Partito dalla Bettaforca alle ore 14.45 del 14
luglio, ho raggiunto il rifugio Quintino
Sella alle 17.25: per maggiori informazioni circa questo
importante ed impegnativo percorso, si consiglia di consultare
l’apposita sezione di questo sito.
Dopo aver pernottato nel rifugio (la sveglia era alle cinque, la
seconda) siamo partiti per le sei di mattina. La nostra cordata era
così composta: una guida di Ayas, Marco Spataro, il sottoscritto ed
altri due alpinisti. La giornata si preannunciava serena, malgrado
persistesse una certa incognita: il vento potentissimo che, scendendo
dall’ampia cresta davanti a noi, spazzava ogni cosa facendo cadere
le persone, scompaginando le cordate, sollevando neve e scagliando
pezzi di indumenti –guanti e berretti- nell’atmosfera.
La prima parte dell’impresa è stata, vento a parte, piacevolissima:
una lunga camminata con racchette telescopiche e ramponi sull’ampio
pianoro del Ghiacciaio di Felik, alle spalle del Quintino Sella, fino
ai piedi dell’omonimo Colle. Il panorama era già spettacolare, il
bianco accecante, il vento tremendo ci tagliava la faccia e ci
assordava: in altre parole, era tutto bellissimo. Non avrei scambiato
quei momenti con niente al mondo. Arrivati ai piedi del Colle, però, la
situazione cominciava a presentarsi problematica. Le raffiche più
forti non avevano problemi a spostare di parecchi passi uomini del
peso di ottanta, novanta chili: come avremmo fatto in cresta, dove
sicuramente lo spazio sarebbe stato ben più ridotto? Davanti a noi, si vedevano solo persone cadere
ritmicamente lungo il ripido pendio che portava al Colle: molte
cordate erano ferme, altre già tornavano indietro. Sugli ultimi
tratti di pianoro, spazzati dal vento che li piegava in due, si
vedevano gruppetti di alpinisti unirsi per discutere: due parole più
intuite che ascoltate, neanche il tempo di rispondere qualcosa e già
ci si doveva buttare di nuovo sulle racchette per restare in piedi.

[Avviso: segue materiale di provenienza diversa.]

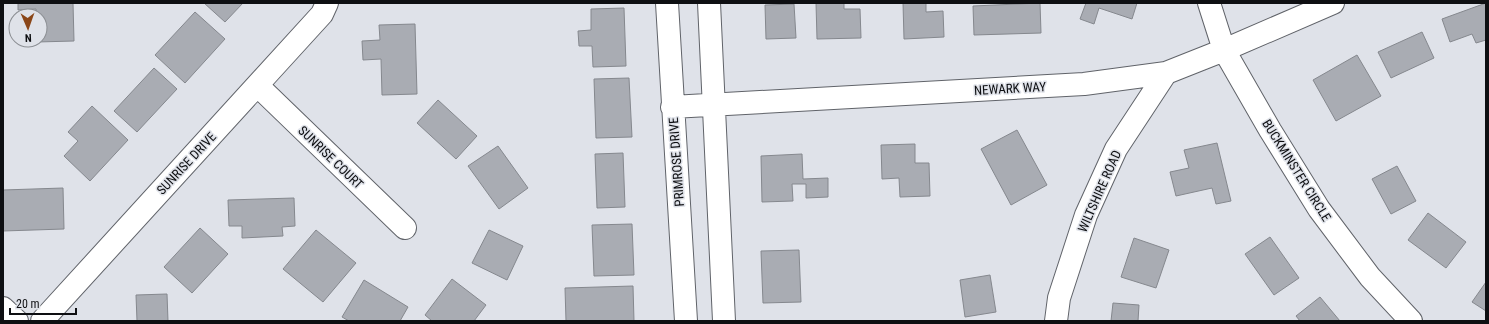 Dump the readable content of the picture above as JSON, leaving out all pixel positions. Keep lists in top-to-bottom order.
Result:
{
  "streets": {
    "street": [
      "NEWARK WAY",
      "SUNRISE COURT",
      "PRIMROSE DRIVE",
      "SUNRISE DRIVE",
      "BUCKMINSTER CIRCLE",
      "WILTSHIRE ROAD"
    ]
  },
  "crossings": [
    ["NEWARK WAY", "PRIMROSE DRIVE"],
    ["NEWARK WAY", "BUCKMINSTER CIRCLE"],
    ["NEWARK WAY", "WILTSHIRE ROAD"],
    ["SUNRISE COURT", "SUNRISE DRIVE"]
  ],
  "scale_bar": "20 m",
  "north": "bottom"
}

La nostra guida rallenta, scambiando qualche parola più avanti. Ci
comunica quindi che l’unica cosa da fare è provare a piegare a
sinistra attraverso il ghiacciaio, fino alla Punta
Perazzi, dove forse avremmo trovato un po’ di riparo; questa
elevazione è a circa 800 metri in direzione sudovest rispetto al
Colle di Felik. Vuole ricordare il senatore Costantino Perazzi,
alpinista appassionato del Monte Rosa che si adoperò per
l'edificazione del rifugio Quintino Sella. L'idea era di aspettare un po’ per vedere se il vento cessava o meno, poiché, se
restava così, il Castore era del tutto fuori portata.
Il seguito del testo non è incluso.